We have moved easily through the standard levels of subversion, each level leaving the Church deeper in cultural captivity. First, we encouraged the complete identification of the Church with culture so that she could not see where one ended and the other began. This is the culture-blind level, the level at which we have neutralized her integrity.
Second, we developed this identification of Church and culture to the point where she had no strength to act independently. This is the culture-bound level, the level at which we have neutralized her effectiveness either to do anything distinctively different from the culture or to be seen as different by others.
Now we are approaching the culture-burnt level. This is the level at which it becomes apparent (too late) that, through her uncritical identification with culture, the Church has been badly burned and must live with the consequences. Our supreme prize at this level is the complete devastation of the Church by getting the Adversary to judge her himself.
Here you see the devilry of the Council’s design. To this point the focus has been on the Church’s being subverted as her cultural strengths are turned into weaknesses. But now, enter the Adversary. When we manage to see that his gifts, such as the fruits of culture, are subtly changed and become revered in his place—which he then calls “idols”—he changes too: from giver to judge. In fact, some of his most severe judgments in history have been against his own gifts and works once he sees they have been “idolized.”

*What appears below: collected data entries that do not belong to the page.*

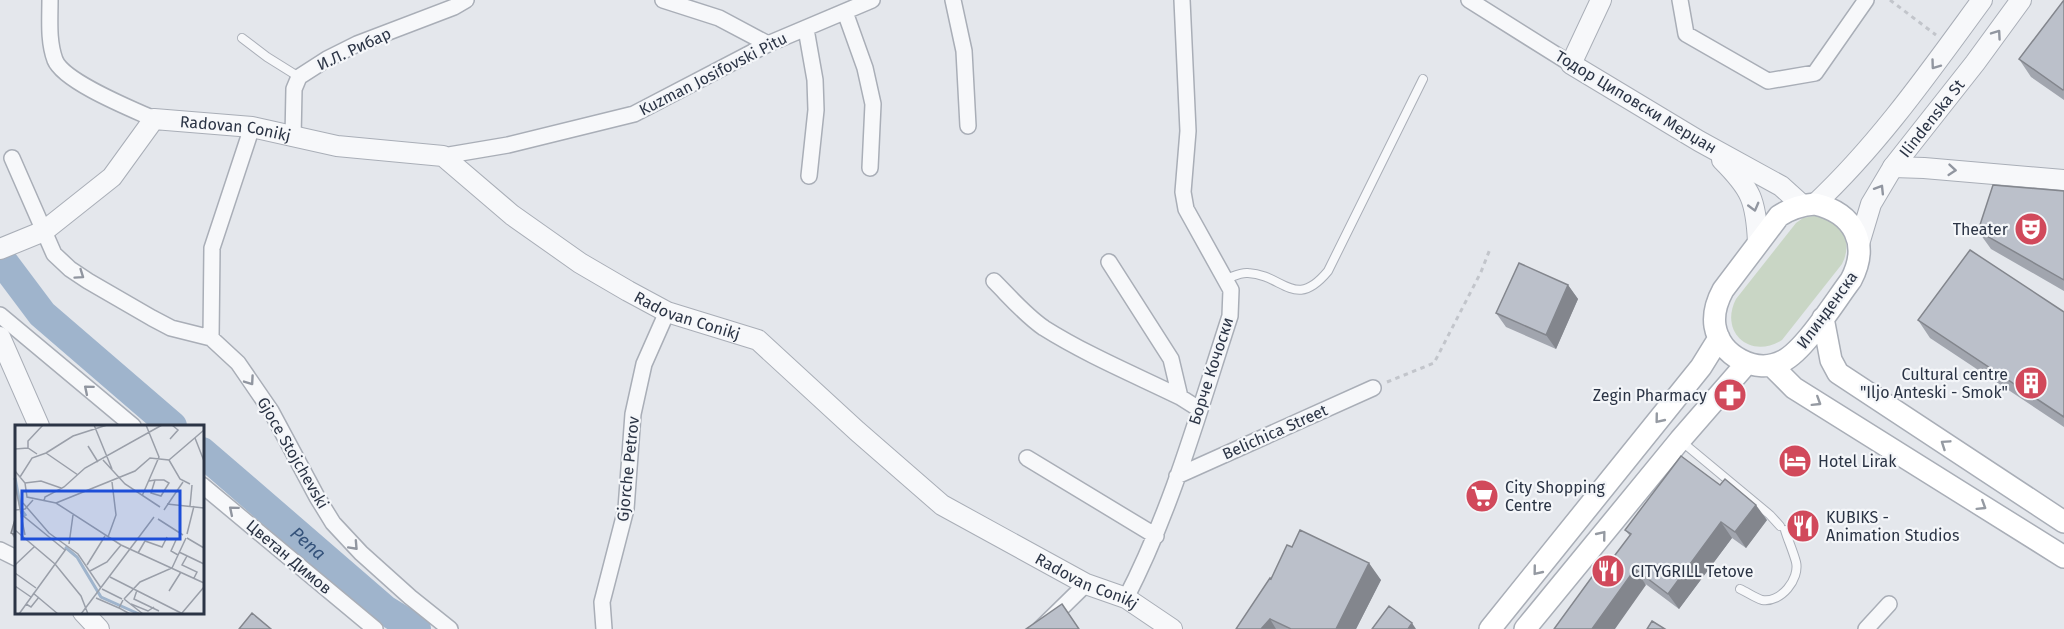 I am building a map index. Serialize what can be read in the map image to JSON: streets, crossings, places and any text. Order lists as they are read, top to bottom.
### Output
{
  "streets": {
    "main road": ["Илинденска"],
    "street": [
      "И.Л. Рибар",
      "Kuzman Josifovski Pitu",
      "Тодор Циповски Мерџан",
      "Ilindenska St",
      "Radovan Conikj",
      "Борче Кочоски",
      "Belichica Street",
      "Gjoce Stojchevski",
      "Gjorche Petrov",
      "Цветан Димов"
    ]
  },
  "crossings": [
    ["И.Л. Рибар", "Radovan Conikj"],
    ["Kuzman Josifovski Pitu", "Radovan Conikj"],
    ["Тодор Циповски Мерџан", "Ilindenska St"],
    ["Тодор Циповски Мерџан", "Илинденска"],
    ["Ilindenska St", "Илинденска"],
    ["Radovan Conikj", "Борче Кочоски"],
    ["Radovan Conikj", "Gjorche Petrov"],
    ["Борче Кочоски", "Belichica Street"]
  ],
  "one_way": ["Цветан Димов"],
  "water": ["Pena"],
  "places": {
    "theatre": ["Theater"],
    "building": ["Cultural centre \"Iljo Anteski - Smok\""],
    "pharmacy": ["Zegin Pharmacy"],
    "hotel": ["Hotel Lirak"],
    "supermarket": ["City Shopping Centre"],
    "restaurant": ["KUBIKS - Animation Studios", "CITYGRILL Tetove"]
  }
} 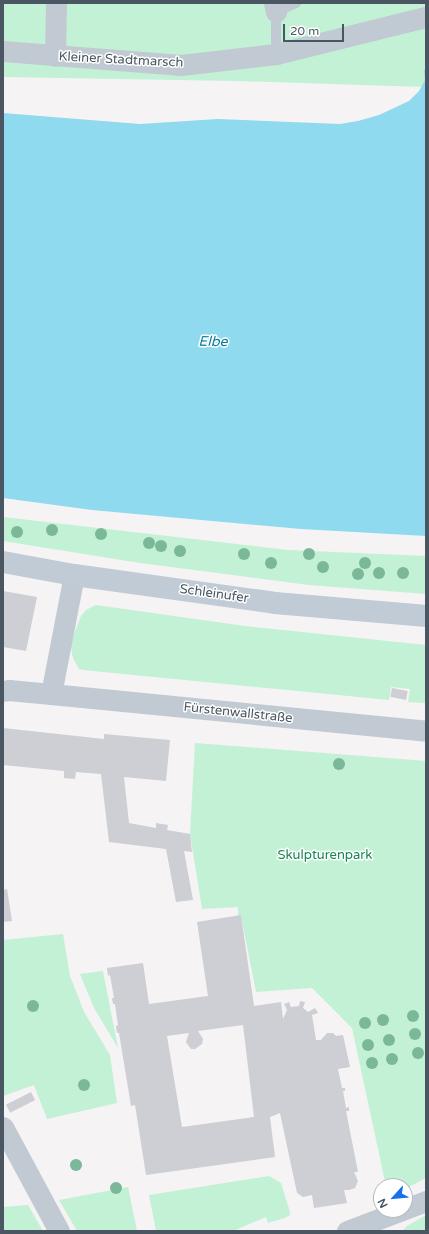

The clearest precedents for this are found in their own records. It is most revealing to follow them through. Who killed a man for daring to touch the ark of his covenant, but carelessly let it fall into enemy hands when it was treated as a talisman? Who was most against the first Temple in Jerusalem (which he himself designed) once it was abused? Who attacked the rules surrounding the Sabbath that he himself had ordained? Or the Law that he himself had laid down? Who keeps reiterating the theme of destroying what he himself has built and uprooting what he has planted? When his own gifts and works are misused, no one is more against them than the Adversary.10
There lay the guarantee of our success. Under certain circumstances, the Adversary could be counted on to act as a sort of “agent extraordinaire” and do our work for us. All that remained was to find the most suitable gifts against which he would be forced to move once they were perverted. His own transcendence would then become subversive. There is nothing, short of himself, which he might not have to judge and destroy.
Here, in a stroke, is the beauty of subversion through worldliness and its infinite superiority to persecution. Persecution is the world’s drastic action to deal with the foreign body in its midst; judgment is the Adversary’s drastic action to deal with the foreignness in the midst of his body. But if the Adversary is to judge his own people, who are we to complain?
Echoes of an Earlier Glory
For anyone with a feel for history, Operation Gravedigger duplicates the dynamics of our monumental victory over the Church in its early days. I am sure that it will also prove to be as decisive. As you know, the fledgling Church grew at an alarming rate once it came free from the constrictions of its Jewish parentage—a bad example, I admit, of over-playing our hand with excessive persecution. After three centuries, the Church was actually bidding to become the powerful force in the Roman Empire, and thus automatically a powerful force for the whole world. We were naturally concerned—until we saw that one of the Church’s main strengths, its unique new stance toward culture, was also its Achilles’ heel—if it could be relaxed. The cultural challenge of the feisty early Christians would then slump into an amiable cultural compliance.
That is how we achieved our magnificent victory in A.D. 312 when Constantine won the battle of Milvian Bridge and went on to declare the Roman Empire “Christian.” It opened the door to one of the greatest subversions of all time. The Christianization of Rome led to the Romanization of the Christian faith and away from the way of Jesus. That was a fateful detour, and we exploited it with great relish right down to the eighteenth century, when the massive Enlightenment reactions to established churches made it a tricky card to play. Operation Gravedigger is a similar subversion through cultural captivity on a monumental scale today: The Christianization of the modern world is leading to the modernization of the Christian faith and away from the way of Jesus. Similarly, as we shall see, the Christianization of America has led to the Americanization of the Christian faith and away from the way of Jesus.
Operation Outline
I can only outline the Operation here, but I will take up the details in later memoranda. Your overall briefing will be divided into three main parts.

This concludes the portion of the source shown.